Noah Graham/NBAE via Getty Images

Ginobili's MVP-type presence stands out in Spurs' solid cast

By Steve Aschburner,
Posted Dec 17 2010 10:36AM

Every serious actor in Hollywood or on Broadway likes to work in ensemble casts. That, they'll contend, is where they get their greatest satisfaction and where their best work gets done. Side-by-side with other accomplished thespians, they can put the story, the writing and the directing first and truly bring their art to life.

And then someone feels snubbed for an Oscar, an Emmy or a Tony and all that familial togetherness goes right out the window. "Get me a star vehicle!" they'll shout into the phone at their agents. "I want my name above the title!"

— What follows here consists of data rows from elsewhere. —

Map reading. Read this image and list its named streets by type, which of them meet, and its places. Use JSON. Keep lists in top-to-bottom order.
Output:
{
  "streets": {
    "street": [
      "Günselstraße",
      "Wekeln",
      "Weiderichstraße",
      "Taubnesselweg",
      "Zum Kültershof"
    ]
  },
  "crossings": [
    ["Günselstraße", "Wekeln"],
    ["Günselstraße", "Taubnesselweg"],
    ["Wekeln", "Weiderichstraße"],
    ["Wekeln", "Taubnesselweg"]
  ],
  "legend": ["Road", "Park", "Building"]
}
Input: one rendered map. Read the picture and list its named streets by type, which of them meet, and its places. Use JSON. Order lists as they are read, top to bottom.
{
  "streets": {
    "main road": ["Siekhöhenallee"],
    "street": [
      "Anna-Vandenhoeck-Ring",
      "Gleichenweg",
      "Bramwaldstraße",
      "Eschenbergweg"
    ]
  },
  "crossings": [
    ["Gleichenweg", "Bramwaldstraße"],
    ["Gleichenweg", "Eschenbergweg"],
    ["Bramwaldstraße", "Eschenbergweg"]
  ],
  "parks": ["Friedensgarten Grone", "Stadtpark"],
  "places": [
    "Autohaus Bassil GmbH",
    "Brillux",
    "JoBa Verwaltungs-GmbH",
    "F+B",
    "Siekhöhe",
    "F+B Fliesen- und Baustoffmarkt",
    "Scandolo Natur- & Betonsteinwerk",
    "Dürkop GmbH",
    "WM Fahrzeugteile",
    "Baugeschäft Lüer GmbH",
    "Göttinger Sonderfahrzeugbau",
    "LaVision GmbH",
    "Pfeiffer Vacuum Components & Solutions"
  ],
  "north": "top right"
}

That is a problem in professional sports, too, when it comes to things such as The Race.

Most Valuable Player awards generally go to star performers on top teams. But if a team is too much of a team -- like one when near-equals fill roles and share responsibilities -- then it gets hard to distinguish one valuable piece from another. Even when there are stars involved, as in All-Star level performers, it's can be tricky to identify them within their group and then measure them next to the superstars who work with lesser casts.

In the NBA, this might stem from the Michael Jordan era, when Jordan won five MVP awards as a transcendant talent not just on the planet but within his own locker room. That might seem backwards, but the drop down from Jordan as the Chicago Bulls' best player to Scottie Pippen as its No. 2 -- and then the drop from Pippen down to the rest of their Bulls teammates was big, too -- kept Jordan head, shoulders, elbows, waist and kneecaps above his mates.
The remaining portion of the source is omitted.